Bazen hiç aklımızdan geçmeyen bir şey muhatabımızla aramızda, büyük bir problemin
doğmasına sebep olurken, bazen de karşımızdakinin içinde bulunduğu şartları bilip
değerlendirememe de iletişim bozukluklarına sebep olabilmektedir. Bu durumlarda
empati yapmak birçok problemi daha başlamadan önce çözecek ve
insanları daha iyi anlama konusunda bize kapılar açabilecektir. Öyleyse nedir empati?

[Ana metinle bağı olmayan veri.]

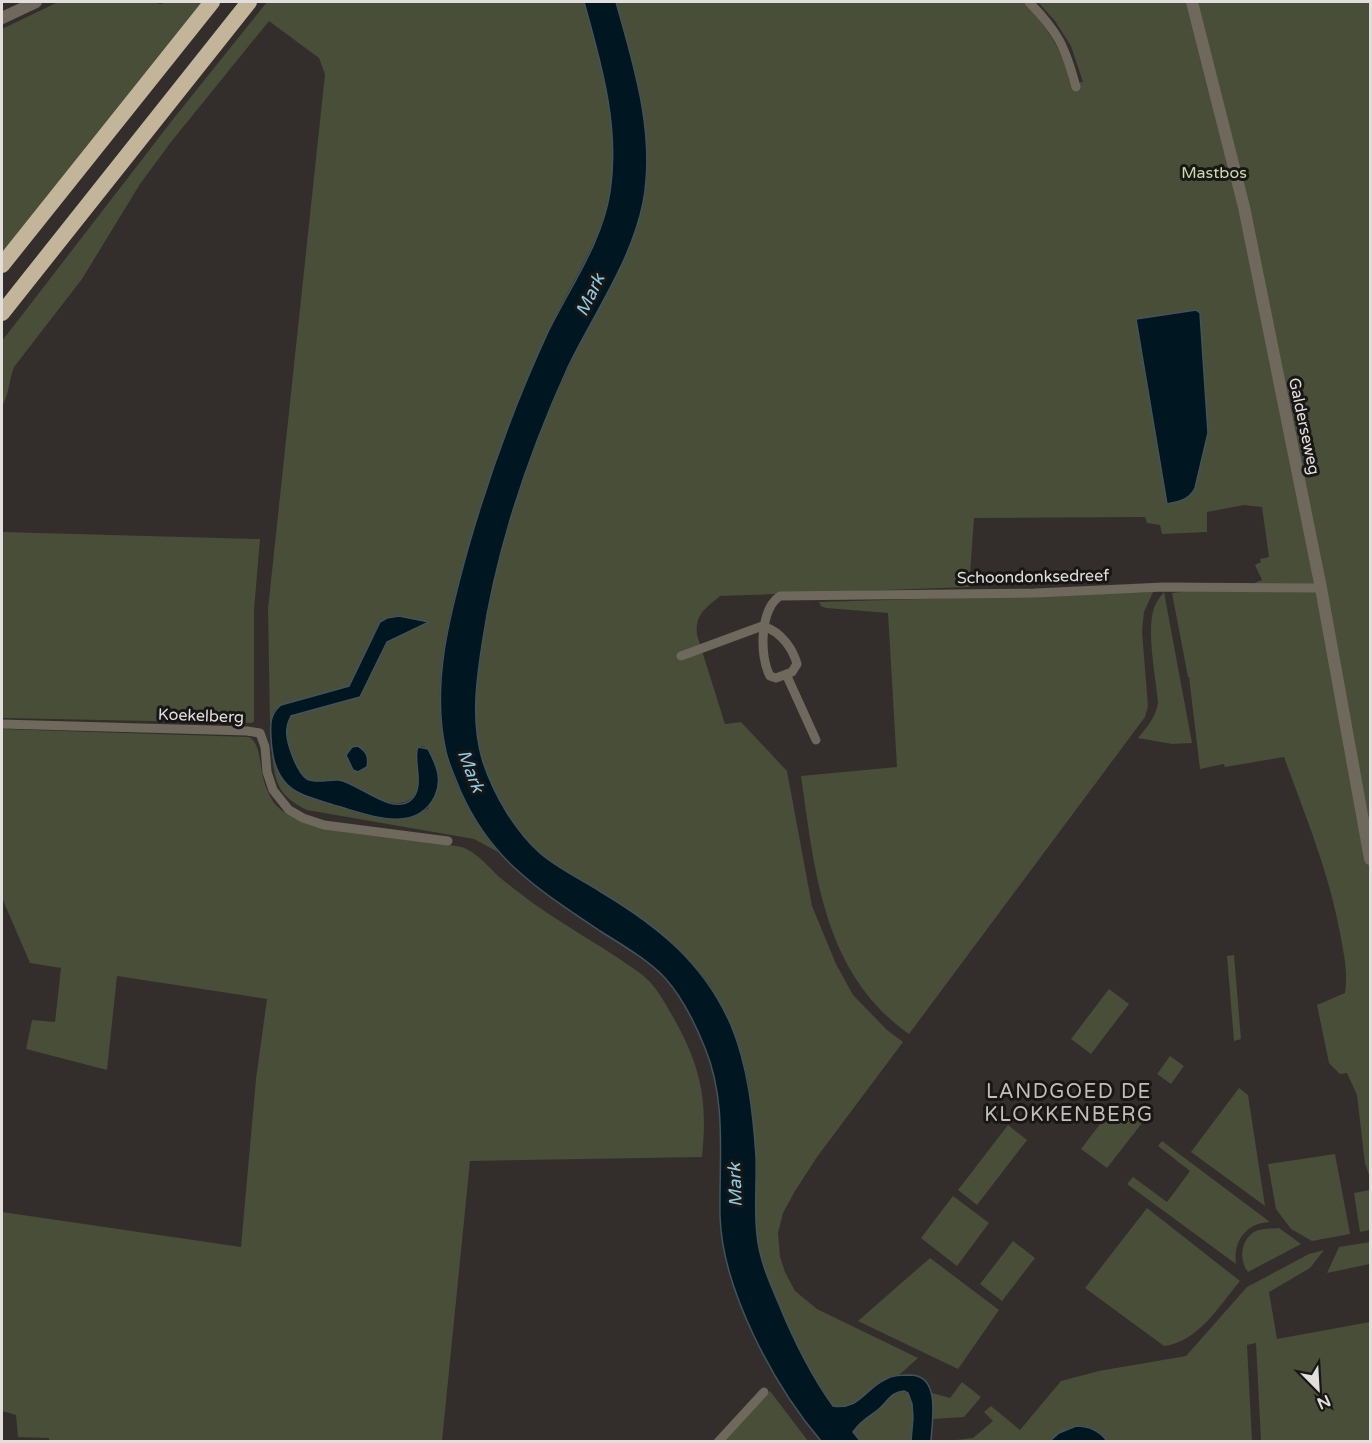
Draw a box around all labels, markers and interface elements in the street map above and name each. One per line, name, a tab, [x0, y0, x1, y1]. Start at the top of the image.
park label: Mastbos	[1181, 163, 1247, 183]
water label: Mark	[571, 269, 610, 320]
street label: Galderseweg	[1284, 376, 1324, 477]
street label: Schoondonksedreef	[957, 566, 1110, 588]
street label: Koekelberg	[158, 705, 244, 727]
water label: Mark	[453, 746, 490, 797]
district label: LANDGOED DE KLOKKENBERG	[984, 1080, 1154, 1127]
water label: Mark	[723, 1161, 747, 1207]
north arrow	[1288, 1359, 1348, 1419]
text: N	[1314, 1390, 1334, 1414]

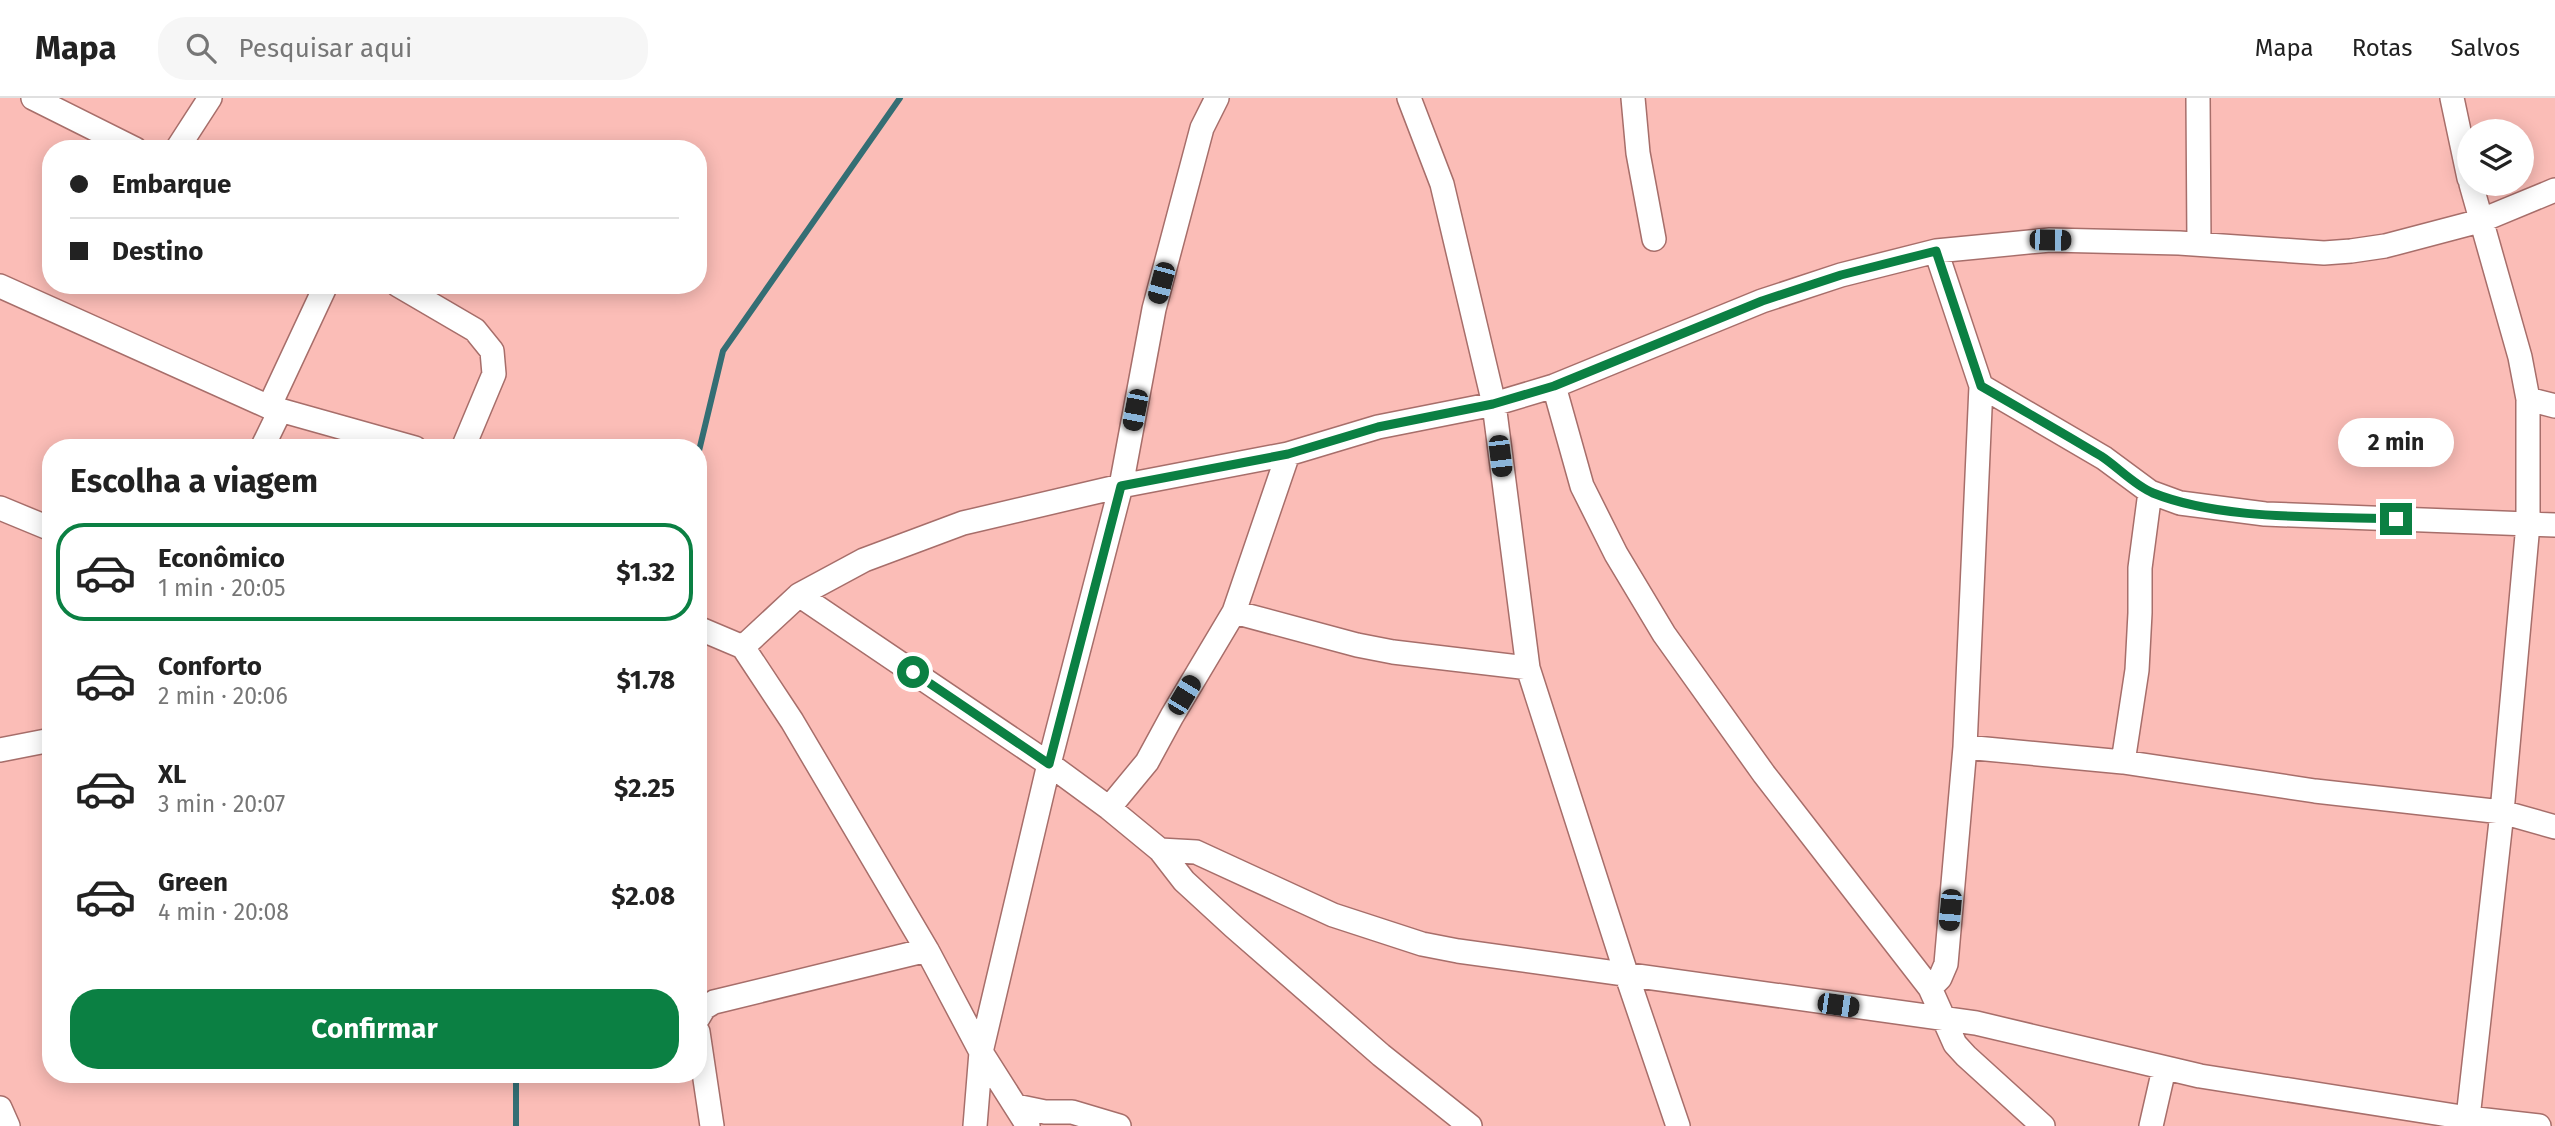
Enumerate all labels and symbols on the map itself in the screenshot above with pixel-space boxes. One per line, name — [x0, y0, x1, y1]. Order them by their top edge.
car — [2029, 229, 2072, 251]
car — [1146, 260, 1177, 306]
car — [1121, 387, 1150, 433]
callout: 2 min — [2338, 418, 2454, 466]
car — [1488, 434, 1513, 478]
route end — [2380, 503, 2412, 535]
route start — [897, 656, 929, 688]
car — [1165, 672, 1204, 718]
car — [1938, 888, 1963, 932]
car — [1816, 992, 1861, 1018]

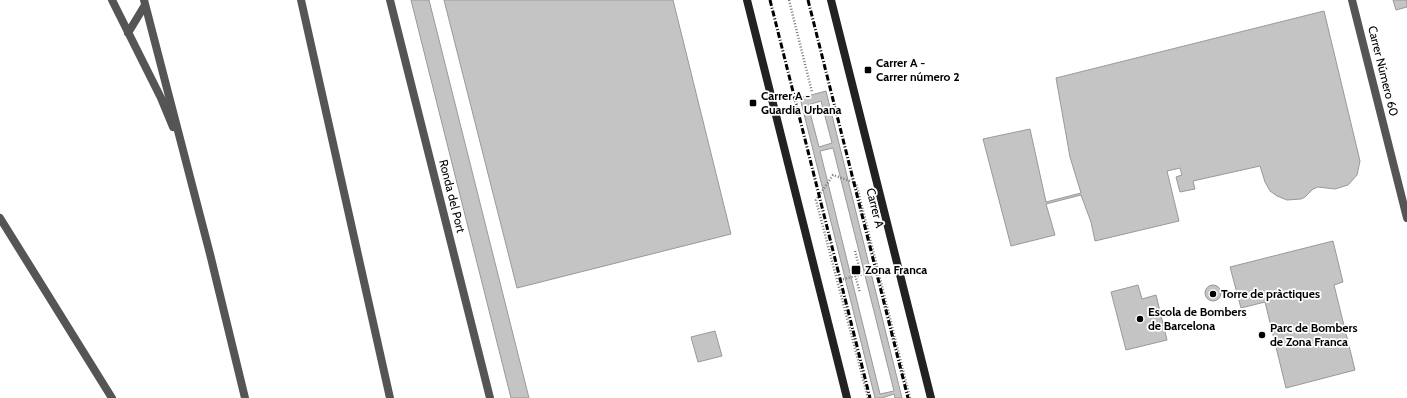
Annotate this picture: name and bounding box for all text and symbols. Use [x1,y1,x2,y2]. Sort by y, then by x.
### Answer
street label: Carrer Número 60 [1365,24,1402,118]
place label: Carrer A - Carrer número 2 [876,55,960,84]
marker: Carrer A - Carrer número 2 [863,65,873,75]
place label: Carrer A - Guardia Urbana [761,88,842,117]
marker: Carrer A - Guardia Urbana [748,98,758,108]
street label: Ronda del Port [436,158,469,234]
street label: Carrer A [863,186,888,230]
place label: Zona Franca [865,262,927,277]
marker: Zona Franca [850,264,862,276]
place label: Torre de pràctiques [1221,286,1320,301]
marker: Torre de pràctiques [1208,289,1218,299]
place label: Escola de Bombers de Barcelona [1148,304,1247,333]
marker: Escola de Bombers de Barcelona [1135,314,1145,324]
place label: Parc de Bombers de Zona Franca [1270,320,1358,349]
marker: Parc de Bombers de Zona Franca [1257,330,1267,340]

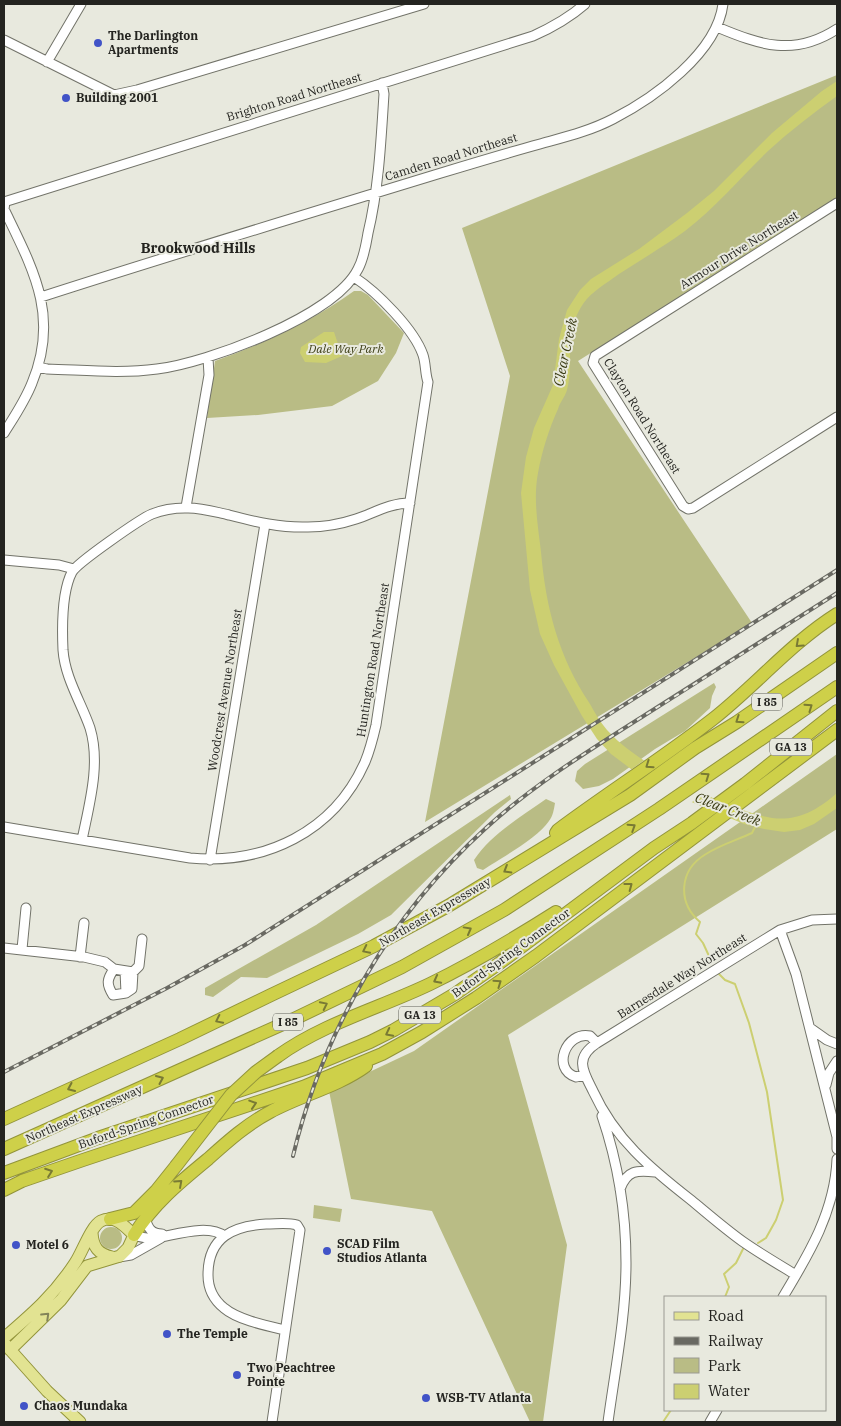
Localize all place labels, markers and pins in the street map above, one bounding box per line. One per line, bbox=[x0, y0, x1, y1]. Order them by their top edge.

Empati, bir insanın, kendisini muhatabının
yerine koyarak, onun içinde bulunduğu şartlar ve imkânlar çerçevesinde, o kişinin
davranış özelliklerini neden bu veya şu şekilde davrandığını anlayabilme
durumudur.
Yüce Rabbimiz Kur’an-ı Kerim’de bize bir çeşit empati örneği
sunmaktadır:
وَلْيَخْشَ الَّذِينَ لَوْ تَرَكُوا
مِنْ خَلْفِهِمْ ذُرِّيَّةً ضِعَافًا خَافُوا عَلَيْهِمْ فَلْيَتَّقُوا اللهَ
وَلْيَقُولُوا قَوْلاً سَدِيدًا
“Arkalarında eli ermez, gücü yetmez küçük çocuklar bıraktıkları
takdirde, onların halleri nasıl olur diye endişe edenler; başkalarının yetimlerine
haksızlık etmekten de öylece korksunlar da Allah’ın cezalandırmasından sakınsınlar
ve doğru söz söylesinler.” (Nisa, 4/9)
Burada Allah; sanki bize, kendinizi arkada yetim
ve başkalarına muhtaç çocuklar bırakmış kişiler olarak düşünün ve dolayısıyla yetimlere
karşı davranışlarınızı o bakış açısıyla yeniden değerlendirin diyor. Zira,
bütün yetimler bir kişinin çocuğudur. Onların anne ve babası yerine ölen kişiler
biz olabilirdik.
Öyleyse, insan “Onun yerinde olsam, şöyle şöyle yapardım”
yerine “Acaba, o durumda onun yerinde olsam, ben neler düşünürdüm ve tavrım ne olurdu?”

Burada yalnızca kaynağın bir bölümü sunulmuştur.